In the absence of a perceptible “white power structure,” the discussion around Baltimore has quickly turned to one about the failings of black culture. This confuses even those who sympathize with black hardship. When people took to the streets and destroyed property, most observers did not see an understandable social response to apparent state inaction. They saw, in the words of Baltimore’s mayor, Stephanie Rawlings-Blake, “thugs,” or in the words of President Obama, “criminals and thugs.”
To be fair, the mayor later expressed regret, and both she and the president have tried to show empathy for the dispossessed. But they are also fighting myths about degenerate black culture. Condemning “criminals” and “thugs” seems to get them away from beliefs about broad black inferiority.
Yet when black people of influence make these arguments, it prevents us from questioning Baltimore the way we questioned Ferguson.
Instead, we lionize people like Toya Graham, the Baltimore mother who went upside the head of her rioting son. …
The problem is not black culture. It is policy and politics, the very things that bind together the history of Ferguson and Baltimore and, for that matter, the rest of America.
Specifically, the problem rests on the continued profitability of racism. Freddie Gray’s exposure to lead paint as a child, his suspected participation in the drug trade, and the relative confinement of black unrest to black communities during this week’s riot are all features of a city and a country that still segregate people along racial lines, to the financial enrichment of landlords, corner store merchants and other vendors selling second-rate goods.
Who didn’t get rich off Freddie Gray’s hard work and entrepreneurial genius? I, personally, get a dividend check in the mail every year from Freddie Gray Enterprises as part of my White Privilege. Freddie invented the iPhone, right?
The problem originates in a political culture that has long bound black bodies to questions of property. Yes, I’m referring to slavery. …
What we do not prosecute nearly well enough, however, is the daily assault on black people’s lives through the slow, willful destruction of real estate within black communities. …
Cities that are starved for income have found ways to raise revenues by way of fines and fees exacted from poor, underemployed African-Americans and migrants of color. …
In “The Wire,” Lester Freamon understood that following the money took our eyes off the street and up the chain of real political power.
N. D. B. Connolly is an assistant professor of history at Johns Hopkins University and the author of “A World More Concrete: Real Estate and the Remaking of Jim Crow South Florida.”
There’s some money being made off Section 8 vouchers by rich guys who own failed real estate ventures in places like exurban Joliet, IL who invite in big city blacks. For example, here’s a 2005 Joliet Herald News editorial:
And now that Ron Gidwitz has thrown his hat into the ring for the 2006 gubernatorial election, a new background could be added to that list: slum lord.

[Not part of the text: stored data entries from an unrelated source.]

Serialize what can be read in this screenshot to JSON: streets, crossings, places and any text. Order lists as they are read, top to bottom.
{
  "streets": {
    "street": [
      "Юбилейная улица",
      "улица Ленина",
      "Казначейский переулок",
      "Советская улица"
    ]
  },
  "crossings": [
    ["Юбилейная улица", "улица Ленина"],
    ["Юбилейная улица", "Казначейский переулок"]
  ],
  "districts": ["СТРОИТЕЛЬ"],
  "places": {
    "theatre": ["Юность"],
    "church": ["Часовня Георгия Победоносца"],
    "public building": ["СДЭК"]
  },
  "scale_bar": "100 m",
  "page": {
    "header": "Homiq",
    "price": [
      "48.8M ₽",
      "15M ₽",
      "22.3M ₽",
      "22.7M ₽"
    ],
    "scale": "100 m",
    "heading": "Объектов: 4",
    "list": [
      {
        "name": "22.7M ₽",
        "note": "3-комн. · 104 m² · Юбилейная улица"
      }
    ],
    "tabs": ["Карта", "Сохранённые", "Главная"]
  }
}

Gidwitz is the former president of cosmetics giant Helene Curtis and one-time head of the Illinois Board of Education. But in Joliet, he’s better known as part-owner of Evergreen Terrace, the crime-plagued apartment complex that’s been a festering sore on the city’s near West Side for nearly three decades.
Joliet has tried for years to render this dinosaur of 1970s low-income housing extinct through ordinances, permits and the courts, but to no avail. The city council even once offered Gidwitz and Evergreen’s anonymous owners a $2.5 million buy-out for the property. The owners’ group didn’t bother to respond.
And who can blame them? Under the U.S. Department of Housing and Urban Development’s Mark to Market program, the owners stand to squeeze more federal subsidies than ever out of this rotten apple.
The residents of Evergreen Terrace dug tunnels to escape police raids.
Finally in 2014, Joliet won its 9-year-long lawsuit against Gidwitz’s interests.
But big city mayors who are clever with money like Mayors Bloomberg and Emanuel sure act like it’s in their cities’ financial interest to drive blacks out to places like Joliet and Allentown.